A WOMAN who was granted asylum in Northern Ireland after she fled persecution in Zimbabwe could be returned to Robert Mugabe’s regime by the Home Office.
Hlaleleni Karanda (36) arrived in Belfast almost two years ago from the city of Bulawayo in Matabele province.
She was forced to leave her family, including her children when she was targeted by the pro-government Youth Militia. Her involvement with the opposition Movement for Democratic Change made her a target for Mr Mugabe’s internationally-condemned regime.
Ms Karanda was granted asylum on appeal last month but said she was shocked last week to hear that the Home Office has applied for leave to appeal.
At her original hearing the judge accepted that Ms Karanda had been persecuted and her life could be endangered by a return to Zimbabwe.
Representing Ms Karanda, Steven Hollywood of Madden & Finucane Solicitors said if the Home Office sought leave to appeal, then it intended to follow through.
“It takes a very substantial amount of work to do this. It takes a substantial effort to have her asylum revoked,” he said.
He said the Home Office could not dispute that a return home could result directly in Ms Karanda’s death but had the right to appeal on questions of law. The Home Office is exercising this right.

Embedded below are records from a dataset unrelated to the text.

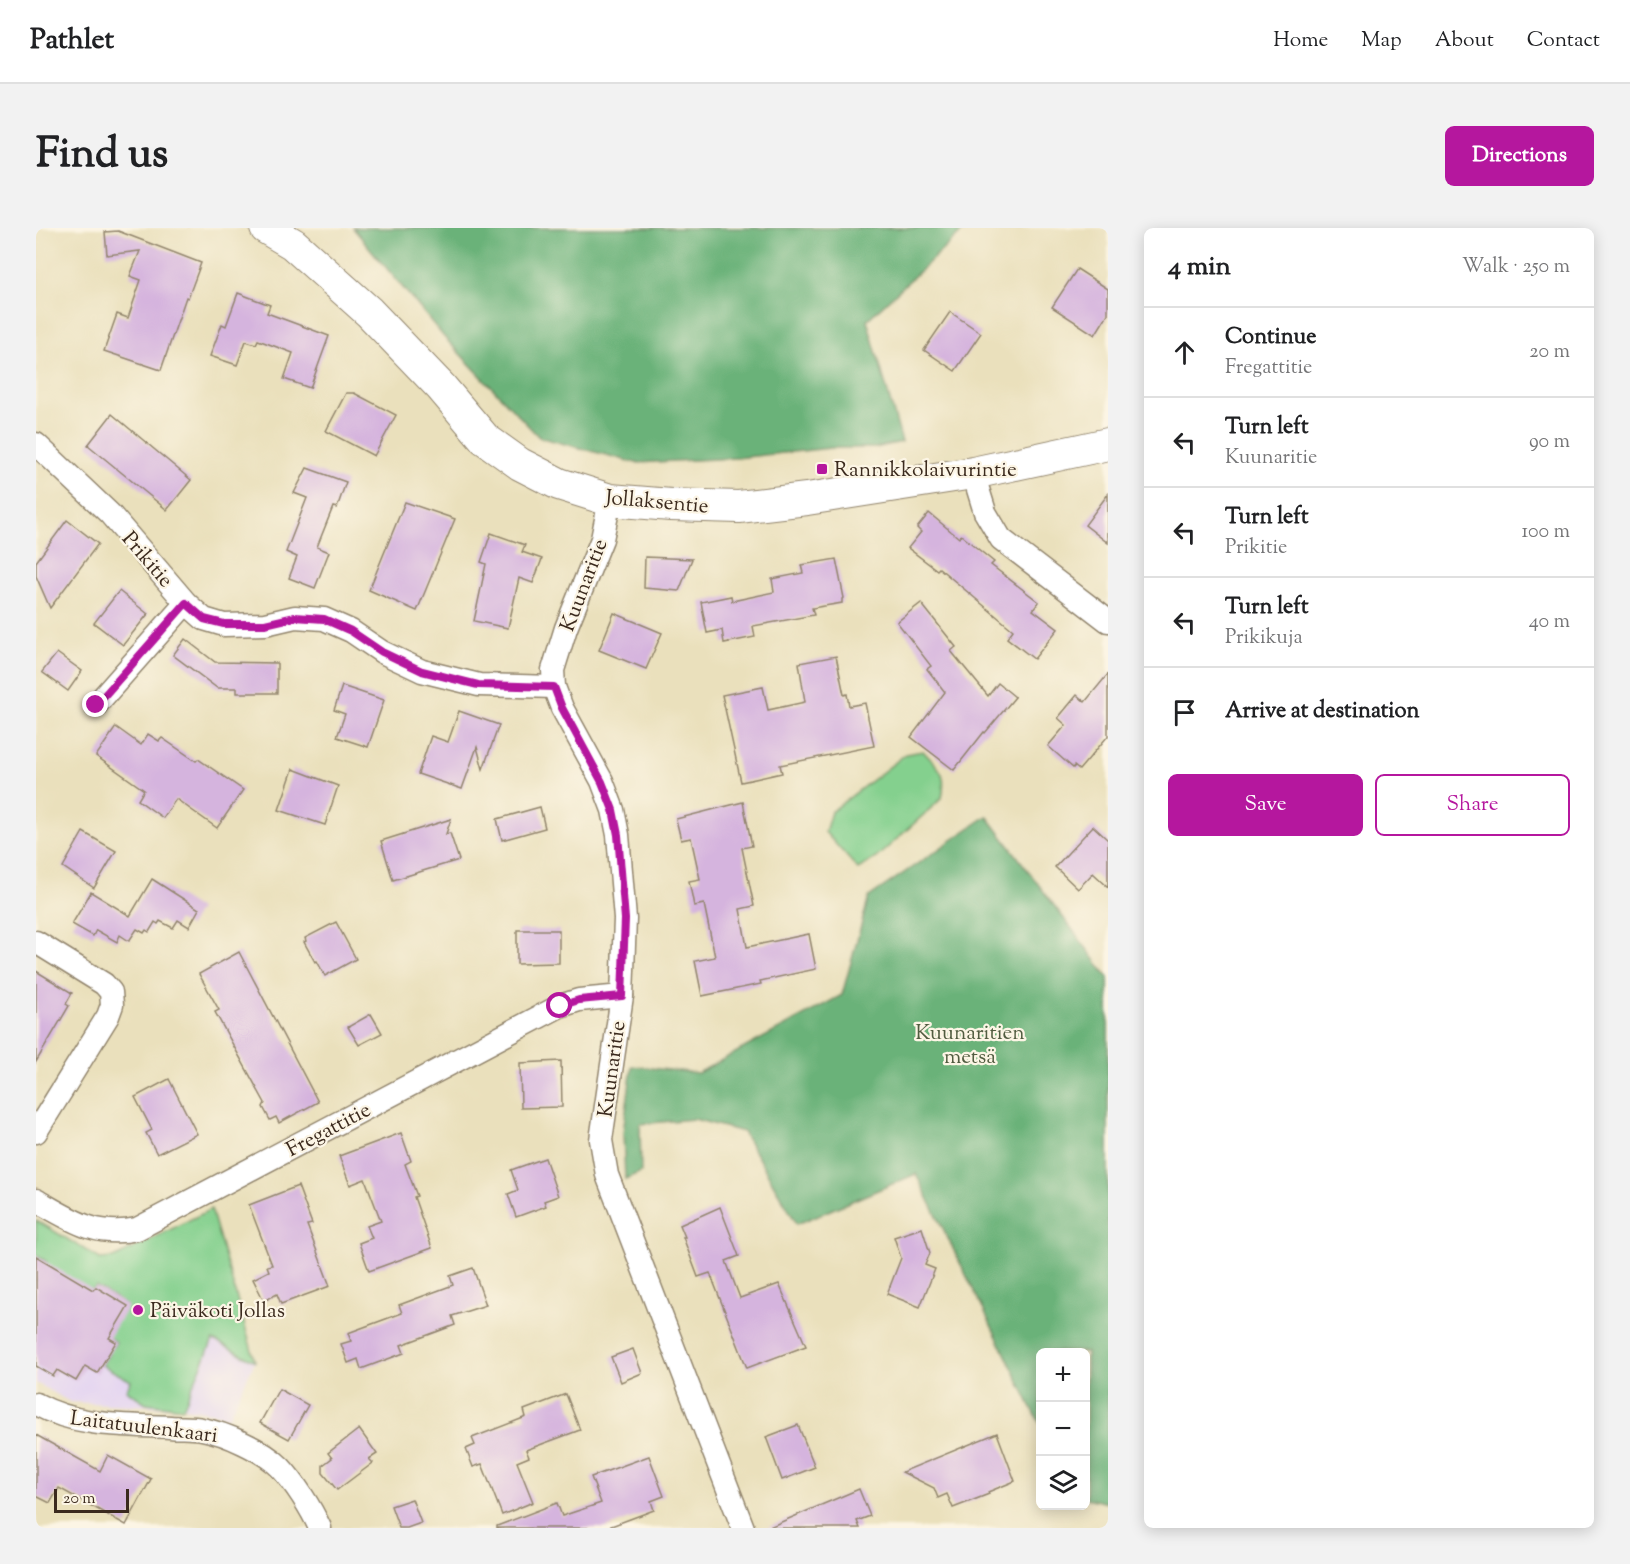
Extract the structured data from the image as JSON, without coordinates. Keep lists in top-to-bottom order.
{
  "streets": {
    "main road": ["Jollaksentie"],
    "street": [
      "Prikitie",
      "Kuunaritie",
      "Fregattitie",
      "Laitatuulenkaari"
    ]
  },
  "crossings": [
    ["Jollaksentie", "Kuunaritie"],
    ["Prikitie", "Kuunaritie"],
    ["Kuunaritie", "Fregattitie"]
  ],
  "parks": ["Kuunaritien metsä"],
  "places": {
    "transit": ["Rannikkolaivurintie"],
    "other": ["Päiväkoti Jollas"]
  },
  "scale_bar": "20 m",
  "page": {
    "header": "Pathlet",
    "nav": [
      "Home",
      "Map",
      "About",
      "Contact"
    ],
    "title": "Find us",
    "buttons": [
      "Directions",
      ["Save", "Share"]
    ],
    "heading": ["4 min", "Walk · 250 m"],
    "list": [
      ["Continue", "Fregattitie", "20 m"],
      ["Turn left", "Kuunaritie", "90 m"],
      ["Turn left", "Prikitie", "100 m"],
      ["Turn left", "Prikikuja", "40 m"],
      "Arrive at destination"
    ],
    "map_buttons": ["+", "−"],
    "scale": "20 m"
  }
}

“(Her right to stay) was granted on asylum grounds and also on human rights grounds. It was a fairly conclusive ruling.
“(The Home Office) will have to go through an adjudication hearing to find that the judge had in some way misinterpreted the law,” Mr Hollywood said.
He said it could be after Christmas before the result of the Home Office’s appeal was known.
The move comes at the same time as Zimbabwe’s secession from the Common-wealth and Prime Minister Tony Blair’s denunciation of the Mugabe regime at the Commonwealth summit in Nigeria.
“It appears to be somewhat inconsistent that (the Home Office) should seek to appeal a credible asylum case on a point of law, while on the other hand saying that human rights abuses in Zimbabwe are such that they should enforce suspension from the Common-wealth,” Mr Hollywood said.
A spokesman for the Home Office said he could not comment on individual cases but only on general policies.
“We will challenge that decision because we believed the judgement the first time that she had no right to asylum, and we would look to get (the appeal) overturned,” he said.
“We look at each application in terms of when someone becomes a failed asylum seeker, whether they can return to that country. In each case we look at whether that’s possible or not.”
However, he denied any contradiction between the Prime Minister’s statements on Zimbabwe and Home Office’s appeal against Zimbabwean refugees.
“We have not been removing failed asylum seekers to Zimbabwe because of the situation in Zimbabwe,” he said.
The criteria for genuine asylum seekers was that they had to be in “genuine fear for their life, or suffering persecution, whether political or physical.
“We follow the 1951 Convention on Refugees,” the spokesman said.